Even if you successfully adopt best practice techniques to reduce the risk of these threats (don’t panic, some of the basic advice and tips are set out below!), there is one further technique that we encounter regularly at IT Group. Email Spoofing is when a malicious attacker tricks your email into displaying an email address that is different to the actual originating email address. Using Forensic tools, we can determine when an email address is made to look different from the true address, but most email programs are incapable of performing this function (for now). This often-used technique could be used to supply bank details or instructions that appear to come from the law firm. The best way of defending against this attack is discussed below.
Ultimately, the methods to mitigate the chances of any of these attacks occurring are based on old fashioned simple housekeeping:
Ensure that all passwords used inside the law firm are of a sufficient strength. You will undoubtedly all have been told to ensure you use both letters and numbers and ideally non-alpha numeric characters such as “£$% etc, but did you know that simply changing the letters to numbers (for example, l3tme1n instead of letmein) adds no extra security from the majority of hackers? Consider using a random password generator and using that as your password.
Additional methods that can significantly improve security is the use of Two Factor Authentication, which can be implemented on the majority of email services. This requires any user on a new/different computer logging into your email system for the first time to input a code that has been sent (usually via text, or some other similar method) totally separately. This second factor should not be available in the majority of cases to the hacker and access will therefore be denied. This is currently considered one of the strongest methods that can be used.
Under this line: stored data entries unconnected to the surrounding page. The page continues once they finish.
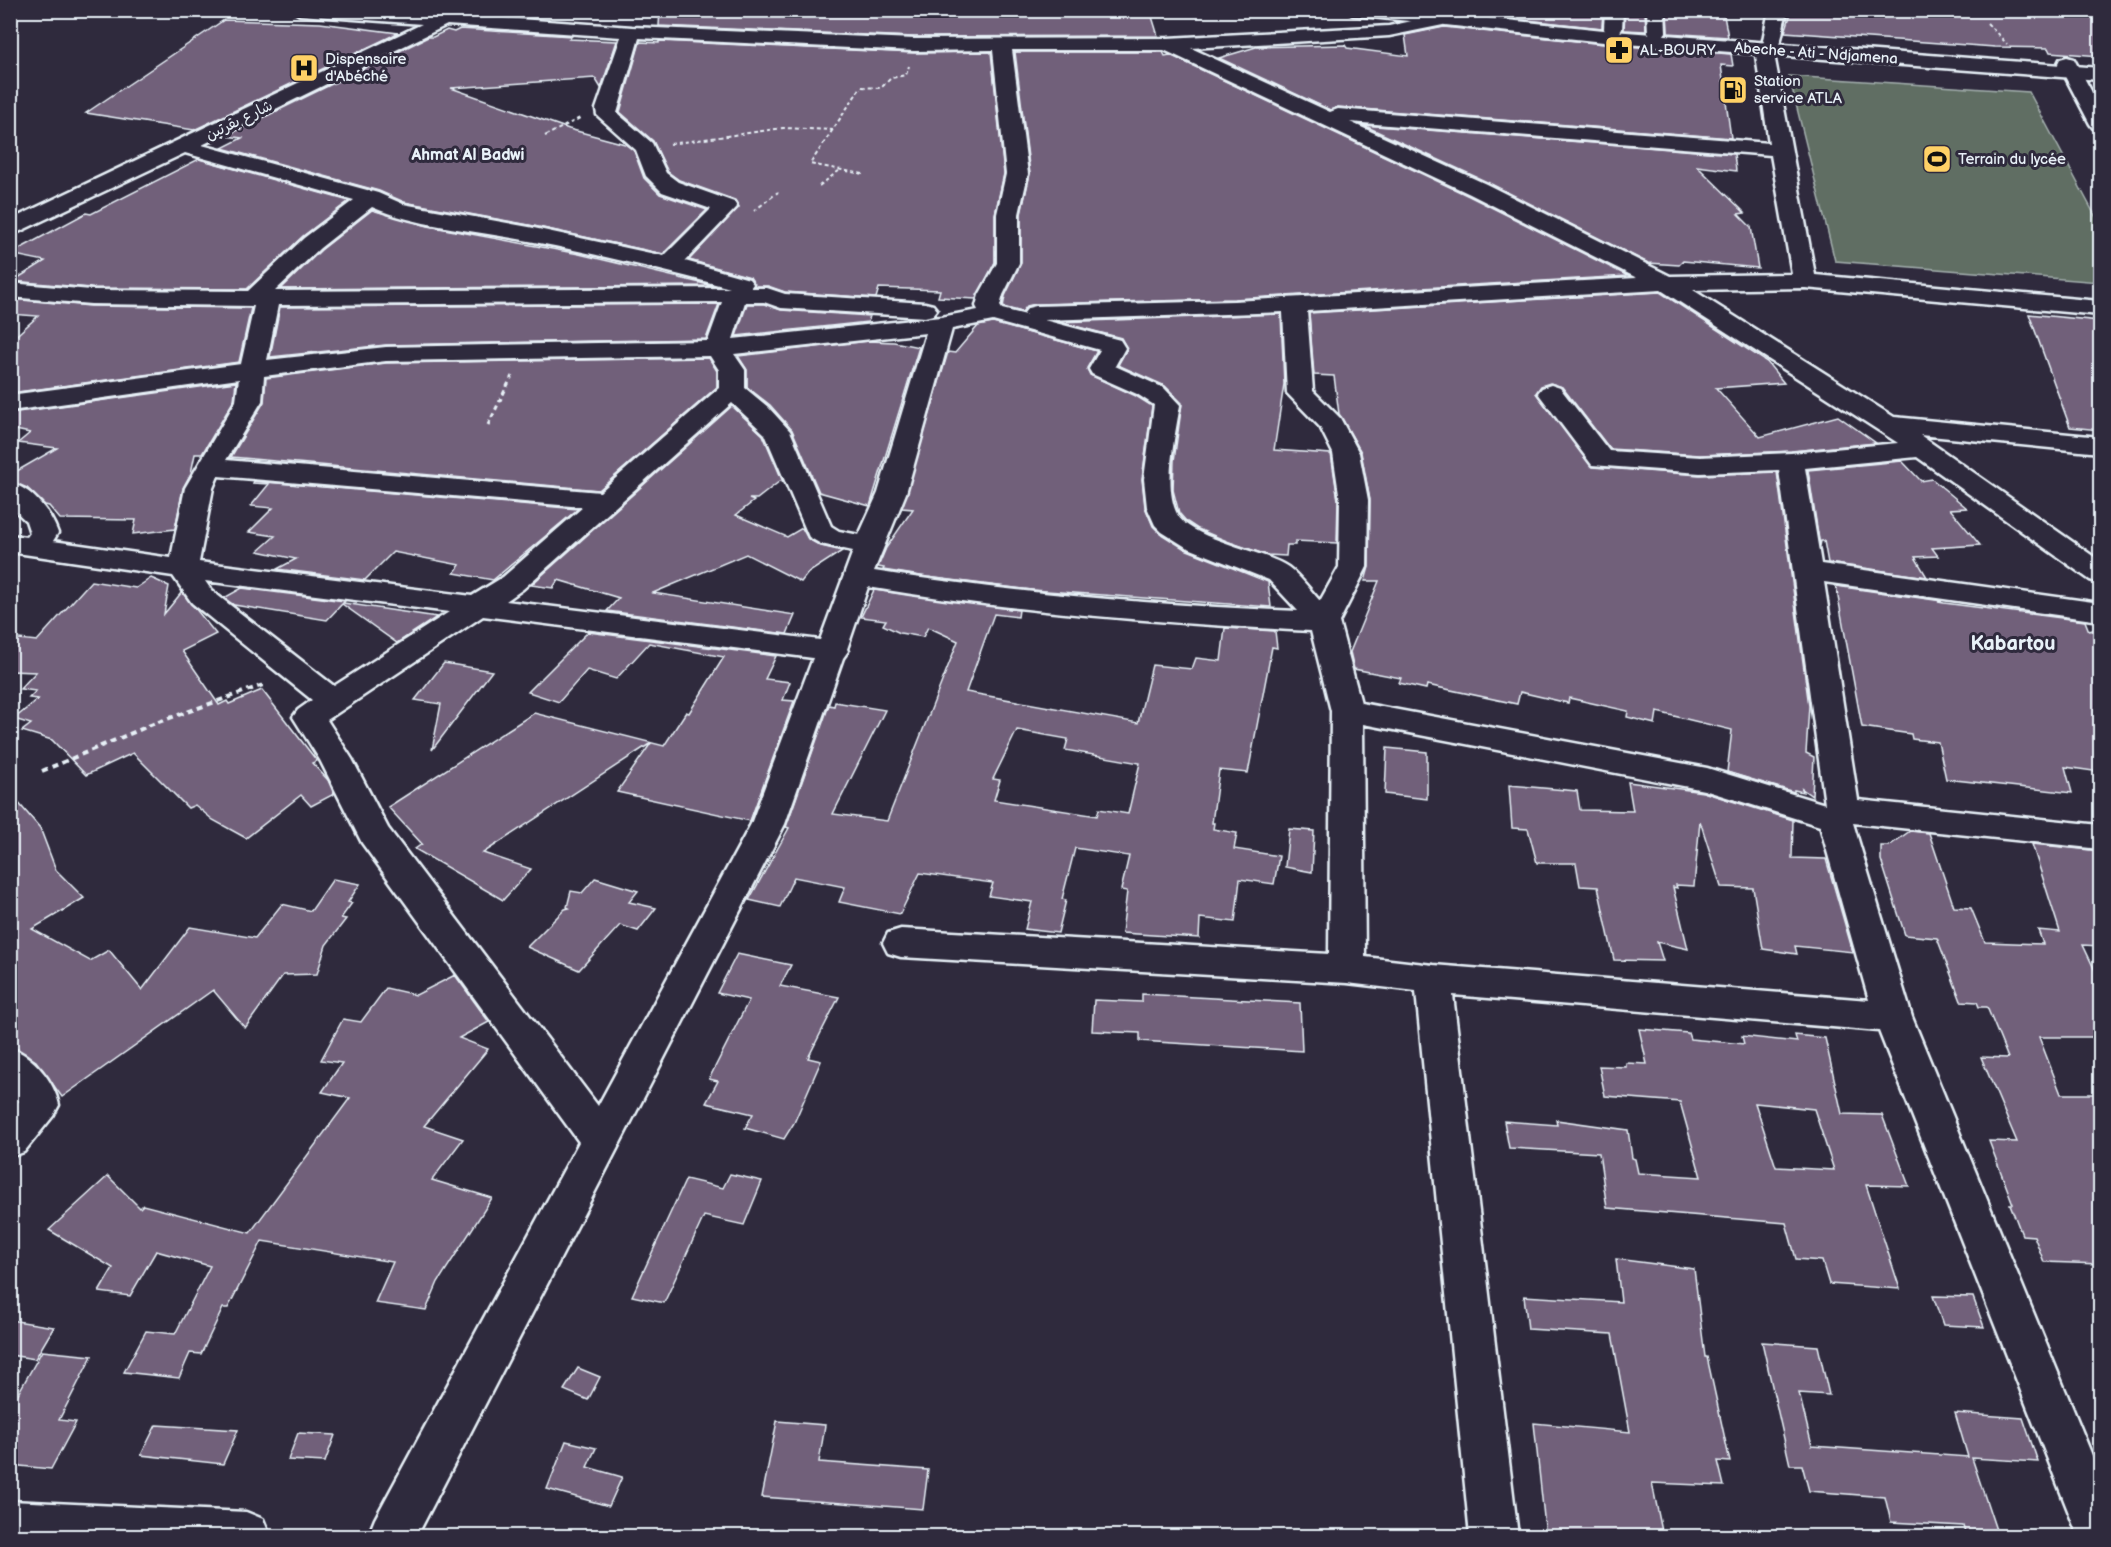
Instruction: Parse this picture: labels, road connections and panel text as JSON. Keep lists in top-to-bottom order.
{
  "streets": {
    "main road": ["Abeche - Ati - Ndjamena", "شارع بقرتين"]
  },
  "districts": ["Ahmat Al Badwi", "Kabartou"],
  "places": {
    "pharmacy": ["AL-BOURY"],
    "hospital": ["Dispensaire d'Abéché"],
    "fuel station": ["Station service ATLA"],
    "sports": ["Terrain du lycée"]
  }
}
Simple Apps such as Google Authenticator make this process very straightforward creating a code on a mobile phone to be input into the computer to add the two factor protection.
Of course, the ultimate defensive measure is one of the oldest security methods in the book. When instructions come in for a payment to be made, ring the company/client and ensure that the bank details are correct – preferably from a voice you recognise if at all possible. By bypassing the email process, you could be eliminating the chances of a hacker sitting between you and the client intercepting the email. On the flip side, encourage your clients to ring you before making any payments if payment details are received just to check they are originating from you. This will help to minimise the risk of an attacker successfully getting a client to transfer money to the wrong account.